In questo modo le correnti convettive incontrerebbero pochissimi ostacoli nel loro moto e potrebbero non solo asportare agevolmente il calore ricevuto dal Sole, ma anche l'energia racchiusa circa 4,6 miliardi di anni fa durante la fase di formazione del pianeta e rimasta intrappolata nelle sue viscere.
La sonda Voyager 2 studierà l'emissione termica di Nettuno eseguendo delle mappature in infrarosso 7,5 giorni prima e dopo il fly-by del 25 agosto, stabilendo anche la temperatura dell'atmosfera a varie latitudini. Anche se questo fenomeno non dovesse coinvolgere completamente l'interno del pianeta, ma solamente la sua atmosfera, esso dovrebbe garantire un maggior movimento della stessa e quindi la possibilità di osservare strutture molto più simili a quelle di Giove e Saturno, cioè fatte di fasce e bande parallele, piuttosto che una coltre gassosa uniforme ed immutabile come quella presentata da Urano alle telecamere del Voyager.
Una eventuale forte omogeneità nella struttura di Nettuno avrebbe la conseguenza di far coincidere il periodo di rotazione del suo interno con quello dell'atmosfera. Il Voyager dovrà stabilire il verificarsi o meno di fenomeno, nonché fornire un valore del periodo di rotazione che risulti più preciso di quello stimato da Terra, il quale oscilla tra le 11 e le 19 ore.

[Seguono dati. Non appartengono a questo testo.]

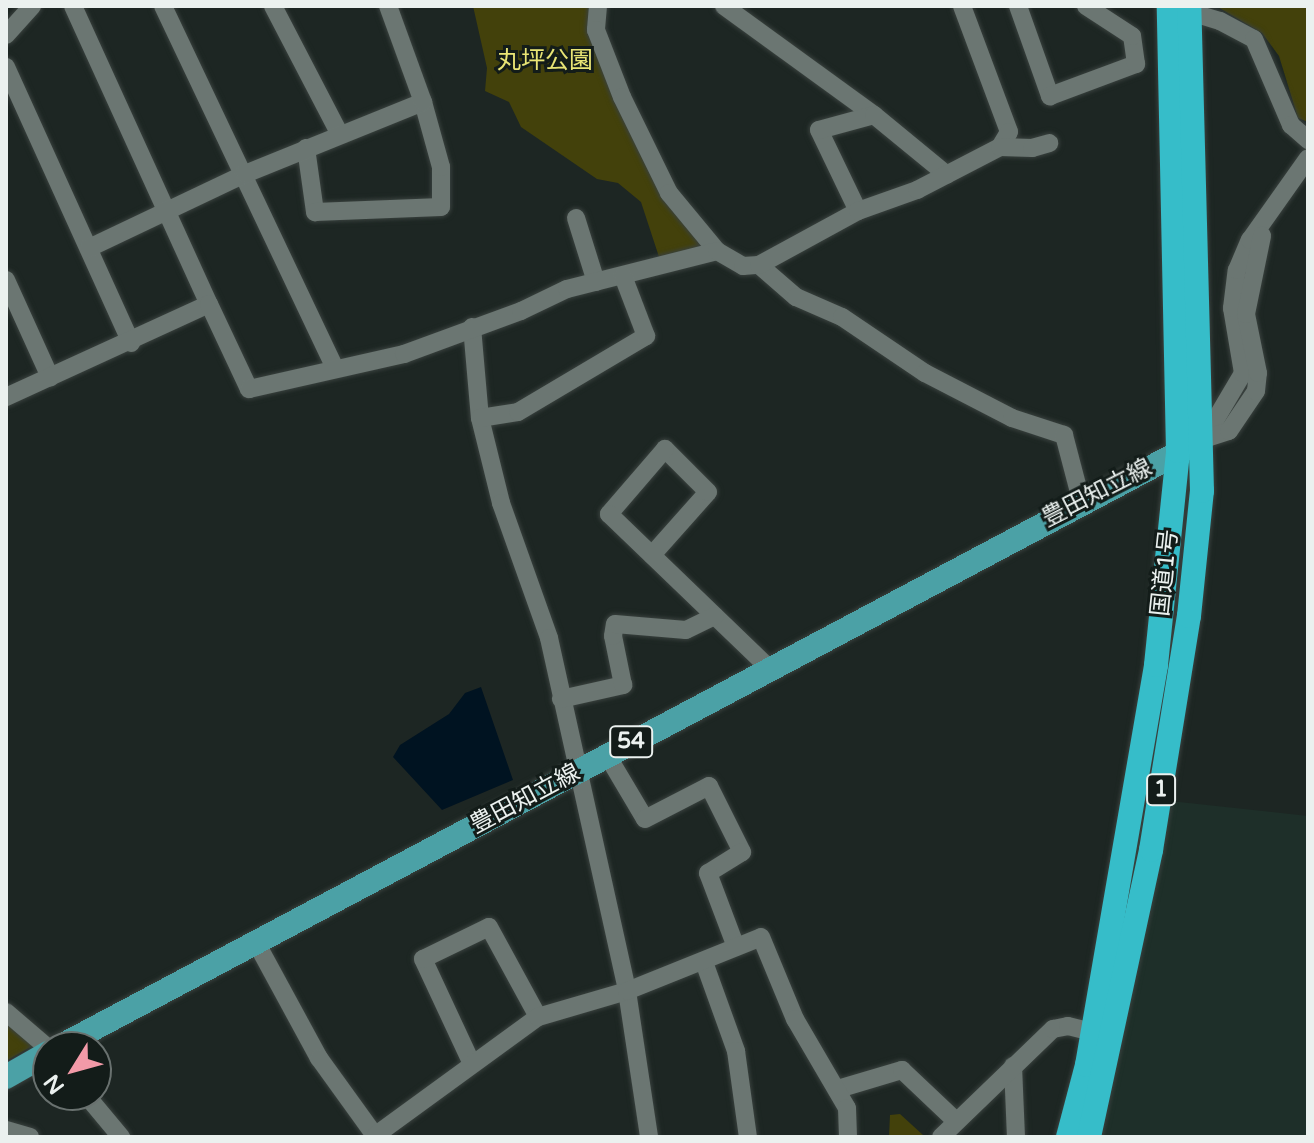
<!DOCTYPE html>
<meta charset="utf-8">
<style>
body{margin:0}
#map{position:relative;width:1314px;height:1143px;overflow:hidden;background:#1d2623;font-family:"Varela Round","Noto Sans JP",sans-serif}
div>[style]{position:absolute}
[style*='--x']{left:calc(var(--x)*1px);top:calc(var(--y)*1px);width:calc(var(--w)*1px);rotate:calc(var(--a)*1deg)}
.built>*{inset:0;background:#1e2f29}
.green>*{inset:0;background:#43410b}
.water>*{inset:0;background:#001321}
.roads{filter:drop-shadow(0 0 2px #39413e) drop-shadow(0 0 2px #39413e)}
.minor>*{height:18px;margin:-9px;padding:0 9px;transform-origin:9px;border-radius:9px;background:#6b7672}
.major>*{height:24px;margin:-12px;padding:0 12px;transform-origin:12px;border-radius:12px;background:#4ba1a6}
.highway>*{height:24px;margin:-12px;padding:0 12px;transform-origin:12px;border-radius:12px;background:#36bdc9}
span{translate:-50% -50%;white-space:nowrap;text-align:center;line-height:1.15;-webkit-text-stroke:6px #131c19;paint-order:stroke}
.shield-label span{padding:2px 6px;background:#131c19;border:2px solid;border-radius:6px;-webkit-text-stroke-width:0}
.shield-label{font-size:22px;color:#ebf1ef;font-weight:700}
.park-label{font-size:24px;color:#e9e575}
.street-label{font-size:24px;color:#ebf1ef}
.frame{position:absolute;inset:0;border:8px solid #ebf1ef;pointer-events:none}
.north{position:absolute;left:32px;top:1031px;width:80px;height:80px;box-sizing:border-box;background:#131c19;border:2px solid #69716f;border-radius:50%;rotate:233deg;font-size:22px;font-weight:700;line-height:32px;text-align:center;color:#ebf1ef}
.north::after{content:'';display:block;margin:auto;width:28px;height:36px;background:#f39aa8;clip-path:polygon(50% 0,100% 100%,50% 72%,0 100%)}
</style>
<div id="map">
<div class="built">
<i style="clip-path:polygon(1170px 801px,1308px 816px,1308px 1137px,1101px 1137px)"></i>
</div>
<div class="green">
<i style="clip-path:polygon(473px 6px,594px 6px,618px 100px,712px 248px,661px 263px,641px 202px,618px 183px,597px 179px,521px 127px,509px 102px,485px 91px,487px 68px)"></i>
<i style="clip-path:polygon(1216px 6px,1308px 6px,1308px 122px,1298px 118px,1279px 56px,1262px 33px)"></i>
<i style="clip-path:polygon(10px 1023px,34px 1045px,6px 1061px,6px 1027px)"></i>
<i style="clip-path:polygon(900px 1114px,923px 1135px,922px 1137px,889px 1137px,890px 1115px)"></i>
</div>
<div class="water">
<i style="clip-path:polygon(481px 687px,513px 780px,442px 810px,393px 757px,400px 745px,449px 714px,465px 693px)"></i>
</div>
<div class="roads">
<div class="minor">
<i style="--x:73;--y:6;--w:328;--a:65.5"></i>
<i style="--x:163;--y:6;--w:401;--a:64.6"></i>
<i style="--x:273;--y:6;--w:143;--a:62.5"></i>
<i style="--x:598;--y:6;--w:24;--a:95"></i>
<i style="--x:596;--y:30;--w:72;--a:68.8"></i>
<i style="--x:622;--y:97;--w:107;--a:63.9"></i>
<i style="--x:669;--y:193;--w:75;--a:50.4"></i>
<i style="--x:724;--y:6;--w:185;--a:36"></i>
<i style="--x:962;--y:6;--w:134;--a:69.5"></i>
<i style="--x:1009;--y:132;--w:17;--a:121"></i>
<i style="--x:1018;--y:6;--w:96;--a:70.4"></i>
<i style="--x:1050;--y:96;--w:92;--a:-20.4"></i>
<i style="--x:1136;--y:64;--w:28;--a:-98"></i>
<i style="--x:1132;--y:36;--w:55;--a:-146.9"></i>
<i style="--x:1180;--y:9;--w:42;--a:16.7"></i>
<i style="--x:1220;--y:21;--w:38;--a:28"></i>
<i style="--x:1254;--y:39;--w:94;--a:66.7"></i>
<i style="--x:1291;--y:125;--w:23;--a:41"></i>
<i style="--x:6;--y:35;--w:39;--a:-48"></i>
<i style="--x:6;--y:67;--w:303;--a:65.6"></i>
<i style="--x:306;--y:148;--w:65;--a:82"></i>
<i style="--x:315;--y:212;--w:126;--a:-2.3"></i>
<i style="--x:441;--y:207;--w:40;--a:-90"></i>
<i style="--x:441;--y:167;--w:67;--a:-105.5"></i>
<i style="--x:858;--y:211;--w:90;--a:-115.7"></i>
<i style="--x:819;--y:130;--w:57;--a:-15.3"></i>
<i style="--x:874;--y:115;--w:94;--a:39.4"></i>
<i style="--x:576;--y:218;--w:67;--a:72.6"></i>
<i style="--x:89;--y:248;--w:173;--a:-25.4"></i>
<i style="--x:245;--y:174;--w:192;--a:-22"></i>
<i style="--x:423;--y:102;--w:102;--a:-110"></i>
<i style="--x:759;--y:265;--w:49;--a:40.9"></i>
<i style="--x:796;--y:297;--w:50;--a:23.5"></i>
<i style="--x:842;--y:317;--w:100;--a:34"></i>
<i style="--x:925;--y:373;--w:98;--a:27.3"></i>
<i style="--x:1012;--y:418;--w:55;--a:18.1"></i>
<i style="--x:1064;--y:435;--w:67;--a:75.3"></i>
<i style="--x:6;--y:280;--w:107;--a:65.6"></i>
<i style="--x:472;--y:327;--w:91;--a:85"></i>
<i style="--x:480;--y:418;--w:88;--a:76.1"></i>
<i style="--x:501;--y:503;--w:143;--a:70.4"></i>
<i style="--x:549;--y:638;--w:362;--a:77.5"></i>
<i style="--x:627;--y:991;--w:148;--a:81.4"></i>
<i style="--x:6;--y:397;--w:223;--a:-24.6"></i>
<i style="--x:209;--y:304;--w:94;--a:64.8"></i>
<i style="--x:249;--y:389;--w:159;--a:-12.7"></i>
<i style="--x:404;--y:354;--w:125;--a:-20.2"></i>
<i style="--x:521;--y:311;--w:51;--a:-25.6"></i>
<i style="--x:567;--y:289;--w:155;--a:-14.2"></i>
<i style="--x:717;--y:251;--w:30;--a:30"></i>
<i style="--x:743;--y:266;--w:16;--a:-4"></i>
<i style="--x:759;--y:265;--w:113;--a:-28.6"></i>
<i style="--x:858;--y:211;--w:63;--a:-19.6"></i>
<i style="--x:917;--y:190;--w:93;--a:-27.4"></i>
<i style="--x:1000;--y:147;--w:32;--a:2"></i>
<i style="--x:1032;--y:148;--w:18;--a:-16"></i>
<i style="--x:480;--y:418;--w:38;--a:-9"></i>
<i style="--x:518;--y:412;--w:149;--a:-30.7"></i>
<i style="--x:646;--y:336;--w:64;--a:-111"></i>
<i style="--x:1204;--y:439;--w:77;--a:-59.4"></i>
<i style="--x:1243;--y:373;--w:66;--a:-99.6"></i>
<i style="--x:1232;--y:308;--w:38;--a:-83"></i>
<i style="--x:1237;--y:270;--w:33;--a:-67"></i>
<i style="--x:1250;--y:240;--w:100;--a:-54.7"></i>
<i style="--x:1204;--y:439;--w:26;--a:-18"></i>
<i style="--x:1229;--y:431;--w:48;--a:-56"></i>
<i style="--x:1256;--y:391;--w:18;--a:-84"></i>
<i style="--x:1258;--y:373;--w:60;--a:-101.5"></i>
<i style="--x:1246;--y:314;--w:80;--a:-78.4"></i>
<i style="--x:652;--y:555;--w:84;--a:-48.4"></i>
<i style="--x:708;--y:492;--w:61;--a:-135"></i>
<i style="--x:665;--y:449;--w:86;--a:130.7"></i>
<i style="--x:609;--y:514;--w:223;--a:43.9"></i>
<i style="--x:561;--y:699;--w:64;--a:-12.7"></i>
<i style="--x:623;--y:685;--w:50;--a:-101.5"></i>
<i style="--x:613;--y:636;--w:12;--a:-81"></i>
<i style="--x:615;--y:624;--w:71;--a:4.8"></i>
<i style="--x:686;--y:630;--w:32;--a:-26"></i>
<i style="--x:607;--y:755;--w:74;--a:59.3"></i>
<i style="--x:645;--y:819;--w:72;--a:-27.3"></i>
<i style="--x:709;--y:786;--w:74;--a:63.4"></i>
<i style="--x:742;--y:852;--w:40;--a:148"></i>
<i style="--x:708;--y:873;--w:79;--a:69.3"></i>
<i style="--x:257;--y:944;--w:130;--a:61.5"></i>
<i style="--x:319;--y:1058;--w:97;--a:54.2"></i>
<i style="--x:704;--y:962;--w:95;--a:70.2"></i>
<i style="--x:736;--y:1051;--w:87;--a:82.1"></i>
<i style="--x:6;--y:1012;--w:55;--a:40.6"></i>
<i style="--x:472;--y:1064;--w:116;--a:-115"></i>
<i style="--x:423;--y:959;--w:73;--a:-25.9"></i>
<i style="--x:489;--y:927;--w:102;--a:61.4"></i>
<i style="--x:1013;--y:1066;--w:71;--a:87.6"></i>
<i style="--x:838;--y:1089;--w:67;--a:-16.5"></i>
<i style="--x:902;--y:1070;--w:74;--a:43.4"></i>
<i style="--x:86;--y:1095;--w:55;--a:50.2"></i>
<i style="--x:6;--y:1130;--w:25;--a:16"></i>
<i style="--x:376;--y:1135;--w:200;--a:-36.1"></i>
<i style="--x:538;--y:1017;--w:93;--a:-16.3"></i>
<i style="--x:627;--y:991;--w:144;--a:-21.9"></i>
<i style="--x:761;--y:937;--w:89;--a:67.5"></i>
<i style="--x:795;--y:1019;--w:103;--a:59.7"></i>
<i style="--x:847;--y:1108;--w:29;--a:88"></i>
<i style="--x:941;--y:1137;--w:156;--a:-44"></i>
<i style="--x:1053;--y:1029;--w:15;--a:-11"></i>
<i style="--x:1068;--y:1026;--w:25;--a:14"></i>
</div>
<div class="major">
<i style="--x:59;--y:1047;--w:1286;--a:-27.96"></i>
<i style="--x:6;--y:1077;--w:48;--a:-29.7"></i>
</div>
<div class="highway">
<i style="--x:1068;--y:1137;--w:74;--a:-75.2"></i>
<i style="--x:1087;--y:1065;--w:406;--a:-80.2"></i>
<i style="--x:1156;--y:665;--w:215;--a:-84.1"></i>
<i style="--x:1178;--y:451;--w:445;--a:-91.2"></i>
<i style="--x:1089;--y:1137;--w:294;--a:-77.8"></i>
<i style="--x:1151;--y:850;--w:237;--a:-80.8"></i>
<i style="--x:1189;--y:616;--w:126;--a:-84.1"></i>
<i style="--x:1202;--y:491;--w:485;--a:-91.5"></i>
</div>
</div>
<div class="shield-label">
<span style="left:631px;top:742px">54</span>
<span style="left:1161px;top:790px">1</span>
</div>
<div class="park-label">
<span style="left:545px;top:61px">丸坪公園</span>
</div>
<div class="street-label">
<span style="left:1097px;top:493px;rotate:-27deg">豊田知立線</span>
<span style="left:1165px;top:573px;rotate:-84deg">国道1号</span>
<span style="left:525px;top:799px;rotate:-28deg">豊田知立線</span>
</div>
<div class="frame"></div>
<div class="north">N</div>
</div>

È comunque certo che il nucleo abbia una velocità di rotazione differente da quella del resto del pianeta. Il fenomeno genera delle intense correnti elettriche con lo stesso principio di quanto avviene in una dinamo, le quali a loro volta stimolano la formazione di un relativamente intenso campo magnetico. In base ai dati già forniti dalle sonde automatiche per Giove, Saturno ed Urano, è lecito aspettarsi la presenza di un tale campo che si pensa di aver già scoperto da Terra attraverso misurazioni di onde radio.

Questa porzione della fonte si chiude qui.